The answer lies in a confusing tangle of coaching strategy and ambition. Xaba’s handlers, it seems, were still intent on her qualifying for the World Championships through the 5,000m or 10,000m track events — a goal she failed to achieve. Their belief? That she isn’t quite ready for the demands of the marathon on a world stage.
“My plan was to qualify through the track — 5,000m and 10,000m,” Xaba explained at the post-race press conference after winning the Hollywoodbets Durban 10k in a superb 31:34 — just 22 seconds off her national record. “I am not going to do the World Champs. I am not prepared that much to go for World Champs because it was not in my plan when it comes to the marathon.”
Her reasoning is practical, if frustrating: “You can’t go to the marathon with 30ks. You need to go with a full program. You need to have two 40ks in your body and more 35 to 38 kilometres.”
It’s a fair point. Championship marathons are punishing, and entering one undercooked risks more than just poor performance — it risks long-term confidence and momentum. Still, it begs the question: why, after qualifying via her record-breaking Cape Town performance, did her team push her down the track route?
Xaba has already worn national colours at the World Half Marathon Championships, and at 30 years of age, her marathon debut was a clear signal that she was ready to move fully into the longer distances. This could have been her natural progression — not just in terms of performance, but experience.
Instead, she has stayed in a holding pattern — still chasing a track qualification that has so far eluded her, and declining a marathon berth she rightfully earned.

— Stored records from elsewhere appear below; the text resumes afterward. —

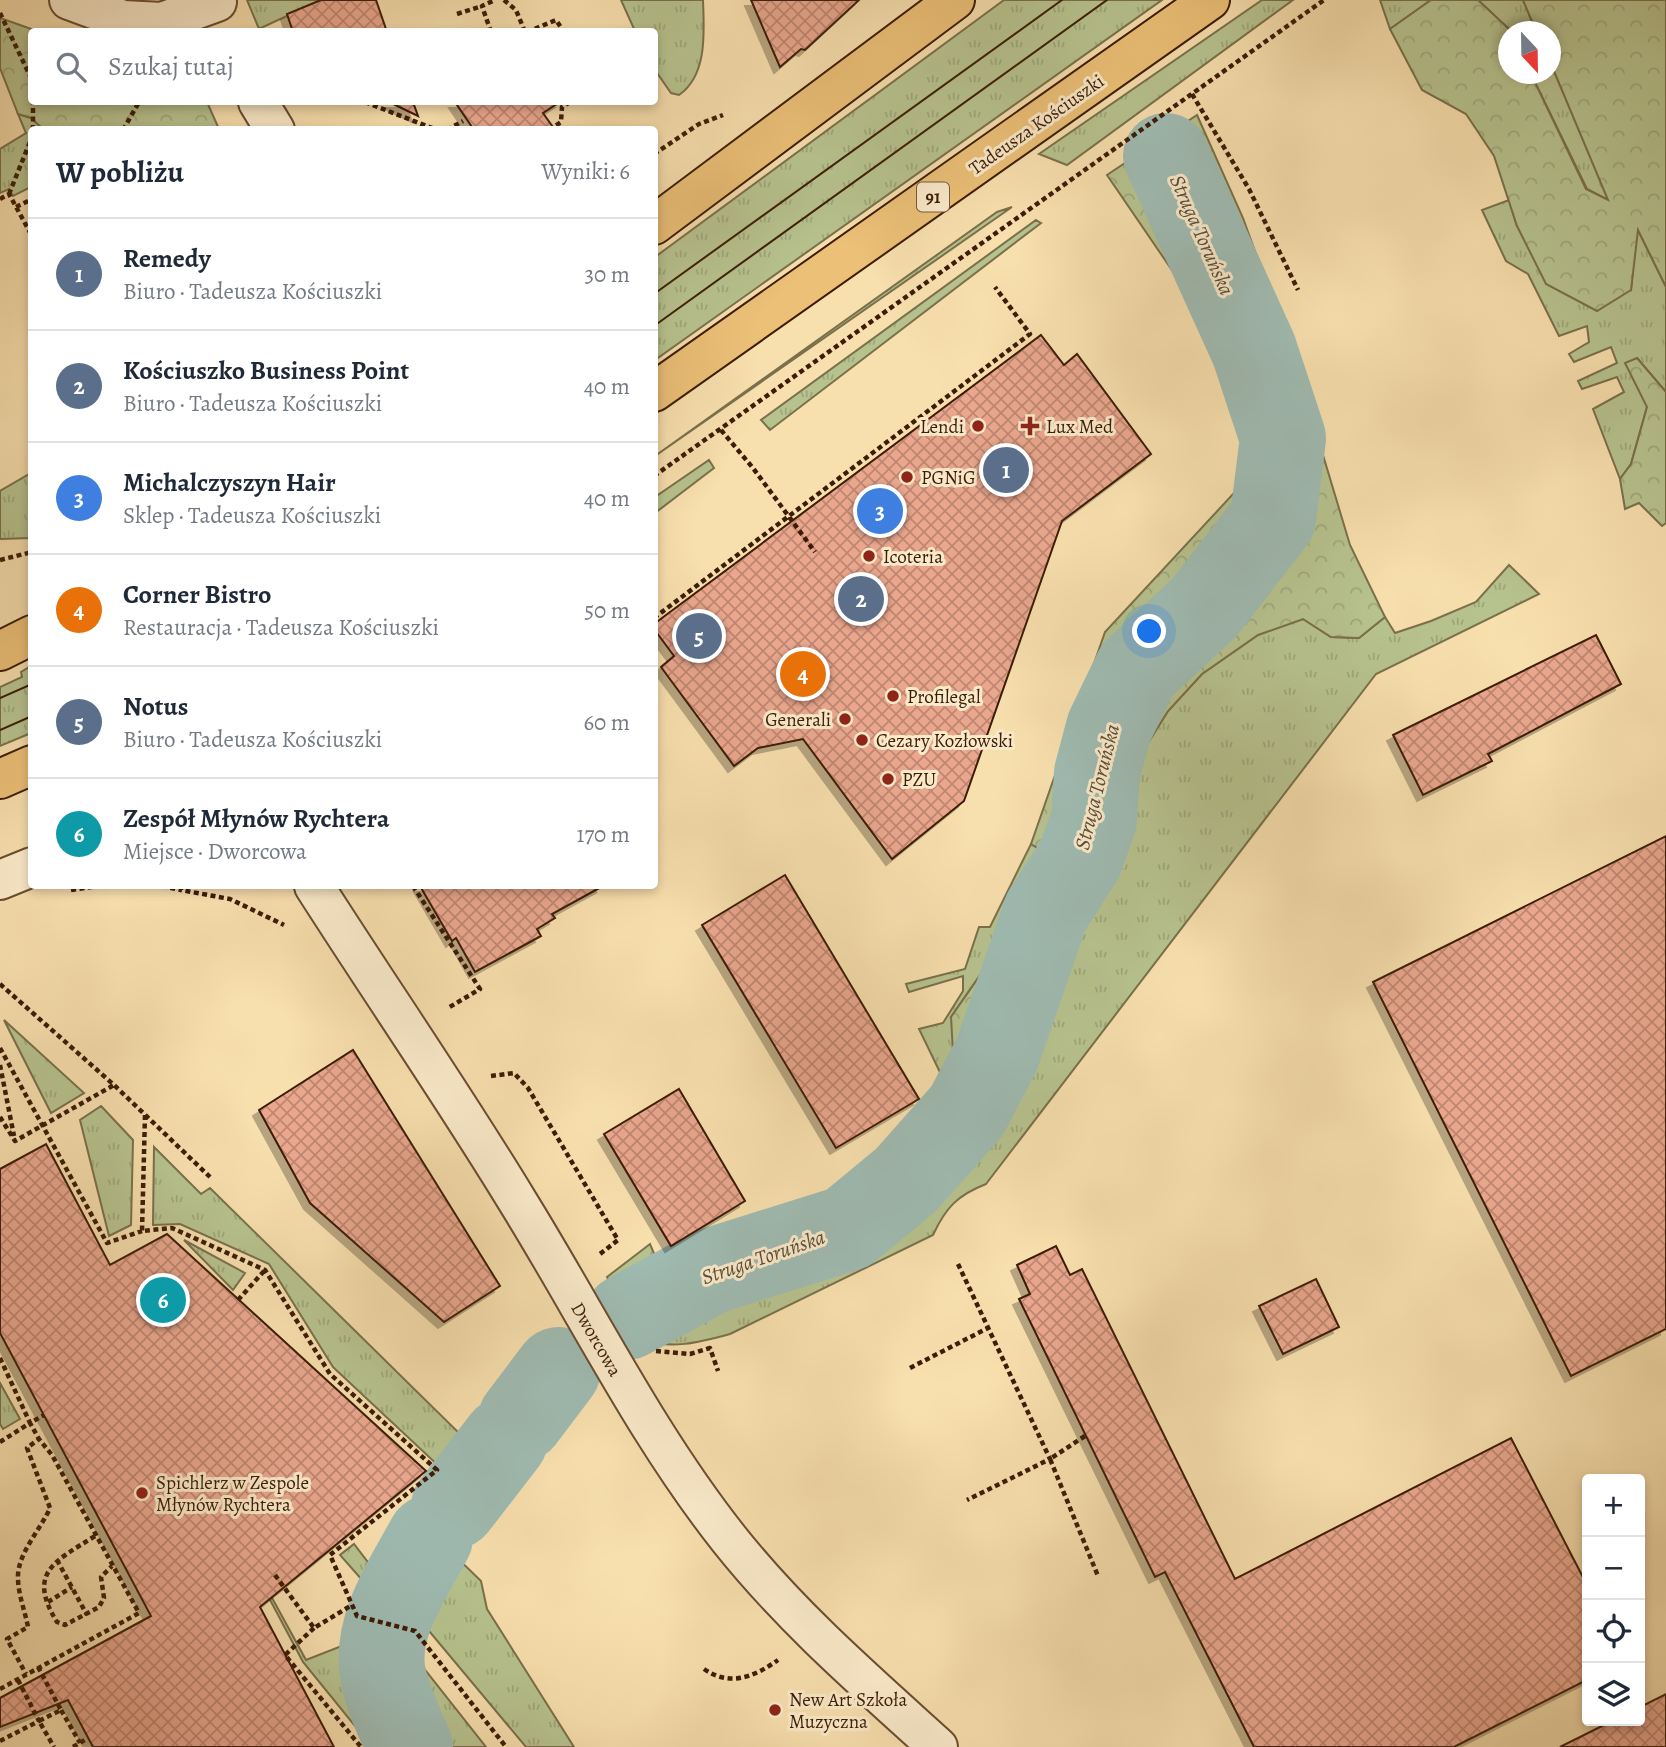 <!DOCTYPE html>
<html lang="pl">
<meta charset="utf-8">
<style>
body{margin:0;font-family:Alegreya,serif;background:#f2f2f3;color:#1f2937}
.controls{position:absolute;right:21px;bottom:21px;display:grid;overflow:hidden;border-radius:7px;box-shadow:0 4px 10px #0003}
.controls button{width:63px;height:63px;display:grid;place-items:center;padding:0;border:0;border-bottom:2px solid #e0e1e3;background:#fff;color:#1f2937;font:35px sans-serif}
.compass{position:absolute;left:1498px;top:21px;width:63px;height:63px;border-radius:50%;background:#fff;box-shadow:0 4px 10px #0003;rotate:158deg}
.you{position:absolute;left:1150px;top:632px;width:24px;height:24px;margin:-18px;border:5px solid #fff;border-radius:50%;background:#1a73e8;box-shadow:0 0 0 10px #1a73e833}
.badge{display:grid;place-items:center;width:46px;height:46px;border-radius:50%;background:#1a73e8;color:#fff;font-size:23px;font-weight:700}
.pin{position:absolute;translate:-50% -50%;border:4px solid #fff;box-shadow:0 2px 7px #0006}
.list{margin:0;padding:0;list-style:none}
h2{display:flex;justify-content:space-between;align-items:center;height:91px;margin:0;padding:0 28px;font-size:30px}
h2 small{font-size:23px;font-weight:400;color:#747a83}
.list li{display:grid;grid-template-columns:46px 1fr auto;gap:21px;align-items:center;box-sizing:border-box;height:112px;padding:0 28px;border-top:2px solid #e0e1e3}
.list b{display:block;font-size:26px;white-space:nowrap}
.list p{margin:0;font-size:23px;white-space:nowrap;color:#747a83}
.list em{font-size:23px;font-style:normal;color:#747a83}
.icon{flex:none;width:38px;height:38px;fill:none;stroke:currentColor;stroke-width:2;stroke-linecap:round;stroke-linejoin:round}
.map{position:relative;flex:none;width:1666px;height:1747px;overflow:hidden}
.search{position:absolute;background:#fff;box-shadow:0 4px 10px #0003;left:28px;top:28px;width:630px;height:77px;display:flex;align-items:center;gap:18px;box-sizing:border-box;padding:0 24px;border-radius:7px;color:#747a83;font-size:26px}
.panel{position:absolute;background:#fff;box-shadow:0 4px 10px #0003;left:28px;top:126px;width:630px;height:763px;border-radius:7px}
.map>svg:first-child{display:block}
.grass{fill:url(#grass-tufts);stroke:#7a704b;stroke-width:2}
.forest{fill:url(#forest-crowns);stroke:#7a704b;stroke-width:2}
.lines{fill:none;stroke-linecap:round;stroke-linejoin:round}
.river{stroke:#9fbbb2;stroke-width:86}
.building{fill:url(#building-cross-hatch);stroke:#3c1c07;stroke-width:2;filter:url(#shadow)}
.minor-casing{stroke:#6b4d31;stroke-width:42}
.major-casing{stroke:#3c1c07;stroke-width:42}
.path{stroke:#3c1c07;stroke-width:4.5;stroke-dasharray:5 3.5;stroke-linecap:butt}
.minor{stroke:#faeaca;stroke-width:38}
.major{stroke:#ecc077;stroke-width:38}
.tram{stroke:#3c1c07;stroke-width:2}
.poi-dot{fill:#8f2418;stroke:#faeaca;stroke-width:2.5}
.labels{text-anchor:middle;stroke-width:6;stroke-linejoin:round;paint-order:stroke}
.shield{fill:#faeaca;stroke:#755a42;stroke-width:2}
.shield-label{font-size:18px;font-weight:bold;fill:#3c1c07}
.street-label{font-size:19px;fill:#3c1c07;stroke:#faeaca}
.poi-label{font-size:19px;fill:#3c1c07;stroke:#faeaca;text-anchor:start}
.water-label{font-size:21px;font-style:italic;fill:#5a4c3a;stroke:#faeaca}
</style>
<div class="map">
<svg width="1666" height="1747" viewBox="0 0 1666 1747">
<defs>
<pattern id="grass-tufts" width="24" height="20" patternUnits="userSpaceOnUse" patternTransform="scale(1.75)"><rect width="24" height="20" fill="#b7c38f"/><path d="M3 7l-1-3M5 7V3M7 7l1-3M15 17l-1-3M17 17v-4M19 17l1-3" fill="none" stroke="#9ea77a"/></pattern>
<pattern id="forest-crowns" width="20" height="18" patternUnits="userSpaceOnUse" patternTransform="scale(1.75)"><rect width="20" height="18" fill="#b7c38f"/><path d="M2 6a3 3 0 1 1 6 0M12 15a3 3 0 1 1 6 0" fill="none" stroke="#9ea77a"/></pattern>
<pattern id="building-cross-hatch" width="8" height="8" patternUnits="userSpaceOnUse" patternTransform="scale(1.75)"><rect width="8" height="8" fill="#eaa78e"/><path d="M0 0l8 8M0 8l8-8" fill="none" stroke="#bf8772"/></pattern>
<filter id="shadow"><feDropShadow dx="-6" dy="6" stdDeviation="0" flood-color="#0004"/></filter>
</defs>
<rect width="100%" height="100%" fill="#f8dfae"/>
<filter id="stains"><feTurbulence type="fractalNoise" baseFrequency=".00286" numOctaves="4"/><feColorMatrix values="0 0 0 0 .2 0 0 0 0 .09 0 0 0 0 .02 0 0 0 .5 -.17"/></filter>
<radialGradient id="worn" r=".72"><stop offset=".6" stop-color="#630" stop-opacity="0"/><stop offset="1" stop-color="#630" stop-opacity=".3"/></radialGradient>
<path class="grass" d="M 247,0 L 321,0 L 259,29 Z
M 621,0 L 703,0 C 704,31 708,75 679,95 L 671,93 L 655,70 L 654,32 L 635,31 Z
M 1004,0 L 1162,0 L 655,360 L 655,257 Z
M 1262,0 L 1293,0 L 1067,165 L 1039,154 Z
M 1380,0 L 1431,0 L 1390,29 Z
M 1478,0 L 1523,0 L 1536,31 L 1511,31 Z
M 1551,64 L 1610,201 L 1587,189 L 1531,74 L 1550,74 Z
M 18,114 L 31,118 L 43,129 L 32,130 L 31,187 L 13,196 L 9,189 L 0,193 L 0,149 L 26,133 Z
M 1509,200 L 1517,226 L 1631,290 L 1637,228 L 1666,287 L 1666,392 L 1637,358 L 1647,407 L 1631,464 L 1620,479 L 1593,409 L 1624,392 L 1617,377 L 1582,389 L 1578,381 L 1617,363 L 1611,347 L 1574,362 L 1569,354 L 1589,342 L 1587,326 L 1559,336 L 1528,274 L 1506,261 L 1482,210 Z
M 1012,207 L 655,456 L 997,212 Z
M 1036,220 L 1041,223 L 770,430 L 761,420 Z
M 709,460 L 714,468 L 655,513 L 655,497 Z
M 31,473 L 31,538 L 0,539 L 0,491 Z
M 1509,565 L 1539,594 L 1376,674 L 986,1184 C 958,1195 946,1207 933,1235 L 730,1334 C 701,1342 668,1351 641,1338 L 737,1285 L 788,1285 L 878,1222 L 866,1185 L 921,1142 L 951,1095 L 919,1029 L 943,1023 L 963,991 L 963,976 L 909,992 L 906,984 L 965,969 L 979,927 L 990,927 L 1031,844 L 1046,852 L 1039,890 L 951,1017 L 1044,1031 L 1079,901 L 1122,820 L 1136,762 L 1168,711 L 1202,674 L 1258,635 L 1303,619 L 1331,637 L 1359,638 L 1385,617 L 1395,633 L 1431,621 L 1476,602 Z
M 31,666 L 31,733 L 0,746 L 0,687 L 22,677 L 21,672 Z
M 4,1020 L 84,1093 L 51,1113 Z
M 101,1106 L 133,1140 L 131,1225 L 109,1236 L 80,1120 Z
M 154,1147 L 201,1194 L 210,1188 L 468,1442 L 481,1421 L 498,1435 L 444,1496 L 429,1483 L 442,1469 L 333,1367 L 269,1264 L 180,1224 L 153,1225 Z
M 184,1240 L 245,1273 L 233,1290 Z
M 0,1383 L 20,1419 L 3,1429 L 0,1424 Z
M 516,1449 L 526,1460 L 525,1468 L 492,1512 L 489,1524 L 476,1526 L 460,1512 Z
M 411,1521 L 419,1529 L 384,1610 L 368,1606 L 363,1581 L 340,1555 L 354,1544 L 377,1574 L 395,1542 Z
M 438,1547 L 445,1553 L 448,1549 L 481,1581 L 487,1609 L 574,1747 L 526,1747 L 419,1619 L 420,1616 L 416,1614 L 414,1619 L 403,1616 L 418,1576 Z
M 271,1596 L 306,1660 L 367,1636 L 375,1639 L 373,1678 L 401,1747 L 372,1747 L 303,1662 L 269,1598 Z
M 397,1646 L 407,1647 L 486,1747 L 423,1747 C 410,1714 390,1681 397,1646 Z"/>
<path class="forest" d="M 1431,0 L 1478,0 L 1510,30 L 1508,74 L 1531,74 L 1586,189 L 1608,200 L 1551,64 L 1550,32 L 1536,31 L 1523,0 L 1666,0 L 1666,287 L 1638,230 L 1631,290 L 1597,311 L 1546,284 L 1517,226 L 1494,156 L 1466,114 L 1422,90 L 1390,29 Z
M 0,18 L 37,31 L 32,32 L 32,102 L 207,102 L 219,129 L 43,129 L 31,118 L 18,114 L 0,68 Z
M 1197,115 L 1243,218 L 1296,365 L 1350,545 L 1385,617 L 1359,638 L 1331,637 L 1303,619 L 1258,635 L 1202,674 L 1168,711 L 1136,762 L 1122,820 L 1079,901 L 1044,1031 L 1008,1081 L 973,1082 L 953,1053 L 951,1017 L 1039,891 L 1046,853 L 1031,844 L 1105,632 L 1260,465 L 1234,361 L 1107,175 Z
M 1637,358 L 1666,392 L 1666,523 L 1662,526 L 1639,503 L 1625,509 L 1620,479 L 1631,464 L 1647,407 L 1625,363 Z
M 866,1185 L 878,1222 L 827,1271 L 788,1285 L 737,1285 L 641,1338 L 607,1277 L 650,1244 L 664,1277 L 750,1230 L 837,1217 Z"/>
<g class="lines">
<path class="river" d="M 627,1317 L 711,1271 L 848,1228 L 906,1180 L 967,1111 L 997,1054 L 1046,912 L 1080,859 L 1094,820 L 1097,773 L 1109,728 L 1137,670 L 1204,608 L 1273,519 L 1283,438 L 1254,350 L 1166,156
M 521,1419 L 558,1370
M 454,1506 L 505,1440
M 410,1747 C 400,1724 388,1700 383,1675 C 374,1626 408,1579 430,1538"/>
</g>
<path class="building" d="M 321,0 L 376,0 L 387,32 L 293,32 L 287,14 Z
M 751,0 L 859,0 L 805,50 L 801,49 L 780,67 Z
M 389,102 L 413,102 L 418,116 Z
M 455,102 L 560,102 L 543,113 L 555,130 L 474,130 Z
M 1041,335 L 1064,365 L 1077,354 L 1151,454 L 1062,521 L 964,801 L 892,859 L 803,739 L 758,748 L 734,766 L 661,667 L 674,656 L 654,629 L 654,624 Z
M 1596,635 L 1621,684 L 1488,754 L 1492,761 L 1423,795 L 1393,735 Z
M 1666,836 L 1666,1329 L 1571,1376 L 1373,982 Z
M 785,875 L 919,1099 L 836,1148 L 702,925 Z
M 420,886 L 603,886 L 552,914 L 555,918 L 537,929 L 541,936 L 475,972 L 456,938 L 452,941 Z
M 353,1050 L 500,1286 L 444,1322 L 310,1203 L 259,1110 Z
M 679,1089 L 745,1201 L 671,1246 L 604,1134 Z
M 46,1144 L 110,1265 L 167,1234 L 426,1471 L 260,1607 L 334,1747 L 93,1747 L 68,1700 L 0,1727 L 0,1698 L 151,1616 L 0,1333 L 0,1169 Z
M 1056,1246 L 1070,1275 L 1082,1269 L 1235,1579 L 1511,1438 L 1587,1585 L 1587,1680 L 1454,1747 L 1254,1747 L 1165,1572 L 1155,1577 L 1019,1299 L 1030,1294 L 1017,1265 Z
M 1316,1279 L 1339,1327 L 1283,1354 L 1259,1306 Z
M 1666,1694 L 1666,1747 L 1560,1747 L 1612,1721 L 1640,1721 L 1640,1707 Z"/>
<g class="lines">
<defs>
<path id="minor" d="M 69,0 L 123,20 L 162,22 L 217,2
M 258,102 L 275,130
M 0,880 L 32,867
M 314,886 C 381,991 453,1095 518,1202 C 588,1315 646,1434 729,1539 C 790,1616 865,1681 938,1747"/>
<path id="major" d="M 654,225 L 955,0
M 654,392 L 1210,0
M 0,651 L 32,635
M 0,779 L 32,765"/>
</defs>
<use href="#minor" class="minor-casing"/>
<use href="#major" class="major-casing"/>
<path class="path" d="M 504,0 L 516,10 L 525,32
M 0,13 L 32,80
M 457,14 L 482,6
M 491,32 L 482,6 L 495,0
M 527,32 L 556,20 L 564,32
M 1192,94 L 1249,189 L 1298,290
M 365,102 L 437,130
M 33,130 L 33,102
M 123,130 L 139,102
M 447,130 L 463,121
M 549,130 L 561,122 L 562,107 L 570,102
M 654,154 L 699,124 L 723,115
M 9,194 L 32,137
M 0,199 L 9,194 L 32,236
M 16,207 L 32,199
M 721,430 L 753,468 L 815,552
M 654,476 L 1324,0
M 0,560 L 32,552
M 654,618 L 1030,334 L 995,287
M 162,886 L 181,890
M 181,886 L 181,890 L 230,899 L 284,925
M 413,886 L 480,989 L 448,1008
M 71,890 L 98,886
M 0,984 L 114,1085 L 210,1177
M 0,1048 L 107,1243 L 142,1231
M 0,1065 L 14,1136
M 491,1076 L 514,1073 L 528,1088 L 618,1240 L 600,1254
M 145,1115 L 142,1231 L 172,1228 L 265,1270 L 330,1374 L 437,1470 L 330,1555 L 357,1616 L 415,1631 L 506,1747
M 0,1117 L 15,1141 L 114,1085
M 958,1264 L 1050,1459 L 967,1500
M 238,1300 L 265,1270
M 656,1351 L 690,1354 L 710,1348 L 718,1371
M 0,1358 L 30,1423 L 44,1415
M 910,1368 L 988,1328
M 1085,1436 L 1050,1459 L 1098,1576
M 0,1442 L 30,1423 L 39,1439
M 95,1536 C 56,1561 26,1572 57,1622 L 65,1625 L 99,1607 L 104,1598 L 101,1577 L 112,1566
M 57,1560 L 87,1615
M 275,1575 L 314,1628 L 352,1605
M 48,1602 L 72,1587
M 314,1628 L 285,1655 L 361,1747
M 38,1667 L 61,1710 L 39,1721 L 54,1747
M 704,1669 C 730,1687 754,1677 778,1660
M 0,1689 L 139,1613 L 52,1455 L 39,1439 L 27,1448 L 50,1508 C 41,1529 17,1554 18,1578 C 18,1594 25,1611 28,1627 L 7,1639 L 26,1674
M 61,1710 L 80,1743
M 0,1741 L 39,1721 L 17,1678
M 73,1747 L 88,1738"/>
<use href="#minor" class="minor"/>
<use href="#major" class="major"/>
<path class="tram" d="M 654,294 L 1062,0
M 654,326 L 1107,0
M 0,698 L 32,684
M 0,730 L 32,716"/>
</g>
<g class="poi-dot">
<circle cx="978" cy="426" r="7"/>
<path d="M1026.5 415.5h7v7h7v7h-7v7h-7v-7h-7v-7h7z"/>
<circle cx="907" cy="477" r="7"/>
<circle cx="869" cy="556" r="7"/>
<circle cx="893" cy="696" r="7"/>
<circle cx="845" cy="719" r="7"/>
<circle cx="862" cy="740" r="7"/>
<circle cx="888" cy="779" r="7"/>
<circle cx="142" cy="1493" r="7"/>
<circle cx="775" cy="1710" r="7"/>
</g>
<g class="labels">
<rect class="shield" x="917" y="182.5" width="32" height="29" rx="5"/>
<g class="shield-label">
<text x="933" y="203">91</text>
</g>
<g class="street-label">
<text transform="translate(1036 124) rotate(-35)" y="7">Tadeusza Kościuszki</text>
<text transform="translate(597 1339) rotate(60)" y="7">Dworcowa</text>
</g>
<g class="poi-label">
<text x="964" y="433" text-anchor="end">Lendi</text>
<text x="1046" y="433">Lux Med</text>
<text x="921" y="484">PGNiG</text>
<text x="883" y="563">Icoteria</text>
<text x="907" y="703">Profilegal</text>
<text x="831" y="726" text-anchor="end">Generali</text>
<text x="876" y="747">Cezary Kozłowski</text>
<text x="902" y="786">PZU</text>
<text x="156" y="1489">Spichlerz w Zespole<tspan x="156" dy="22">Młynów Rychtera</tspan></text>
<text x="789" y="1706">New Art Szkoła<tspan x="789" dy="22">Muzyczna</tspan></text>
</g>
<g class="water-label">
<text transform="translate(1202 235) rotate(66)" y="7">Struga Toruńska</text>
<text transform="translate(1097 787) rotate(-76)" y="7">Struga Toruńska</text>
<text transform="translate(763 1257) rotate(-19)" y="7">Struga Toruńska</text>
</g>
</g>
<rect width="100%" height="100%" filter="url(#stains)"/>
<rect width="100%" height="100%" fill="url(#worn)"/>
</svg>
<div class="controls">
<button>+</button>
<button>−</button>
<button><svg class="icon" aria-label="locate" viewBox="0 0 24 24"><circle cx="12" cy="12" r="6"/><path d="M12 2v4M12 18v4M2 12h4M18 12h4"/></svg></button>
<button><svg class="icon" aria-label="layers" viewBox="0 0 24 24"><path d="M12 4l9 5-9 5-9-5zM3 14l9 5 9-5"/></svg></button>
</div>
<svg class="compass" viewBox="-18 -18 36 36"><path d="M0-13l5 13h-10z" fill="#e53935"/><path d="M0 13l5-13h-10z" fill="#747a83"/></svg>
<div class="you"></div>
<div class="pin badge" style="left:1006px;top:470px;background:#5c6f8a">1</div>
<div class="pin badge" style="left:861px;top:599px;background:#5c6f8a">2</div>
<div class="pin badge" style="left:880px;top:511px;background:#3f7fe0">3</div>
<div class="pin badge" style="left:803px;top:674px;background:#e8710a">4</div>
<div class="pin badge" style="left:699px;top:636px;background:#5c6f8a">5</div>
<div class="pin badge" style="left:163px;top:1300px;background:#0f9aa8">6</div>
<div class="search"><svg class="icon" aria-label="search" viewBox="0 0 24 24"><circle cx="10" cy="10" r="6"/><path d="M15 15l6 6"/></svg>Szukaj tutaj</div>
<section class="panel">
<h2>W pobliżu<small>Wyniki: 6</small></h2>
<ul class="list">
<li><span class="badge" style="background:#5c6f8a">1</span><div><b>Remedy</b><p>Biuro · Tadeusza Kościuszki</p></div><em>30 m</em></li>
<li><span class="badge" style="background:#5c6f8a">2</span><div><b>Kościuszko Business Point</b><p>Biuro · Tadeusza Kościuszki</p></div><em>40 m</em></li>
<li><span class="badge" style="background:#3f7fe0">3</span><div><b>Michalczyszyn Hair</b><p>Sklep · Tadeusza Kościuszki</p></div><em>40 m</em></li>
<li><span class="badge" style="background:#e8710a">4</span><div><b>Corner Bistro</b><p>Restauracja · Tadeusza Kościuszki</p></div><em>50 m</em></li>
<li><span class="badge" style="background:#5c6f8a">5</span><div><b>Notus</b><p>Biuro · Tadeusza Kościuszki</p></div><em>60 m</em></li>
<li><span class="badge" style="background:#0f9aa8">6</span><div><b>Zespół Młynów Rychtera</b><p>Miejsce · Dworcowa</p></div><em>170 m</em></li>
</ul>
</section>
</div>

Of course, the decision isn’t entirely hers. Xaba admitted her management felt the World Championships would be “too big” a stage this early in her marathon career. They have earmarked an international marathon later this year to continue her development.
That may yet prove a wise long-term move. But with her Cape Town debut proving she belongs in elite company, and with a major championship appearance potentially fast-tracking her acclimatisation to the rigours of world-class marathon running, one can’t help but wonder if this was a moment to seize — not shelve.
Perhaps years from now, Xaba will look back on 2024 as a crossroads. Whether it turns out to be a calculated pause or a missed opportunity remains to be seen. For now, what’s clear is that Glenrose Xaba is ready for the world. The world will just have to wait a little longer.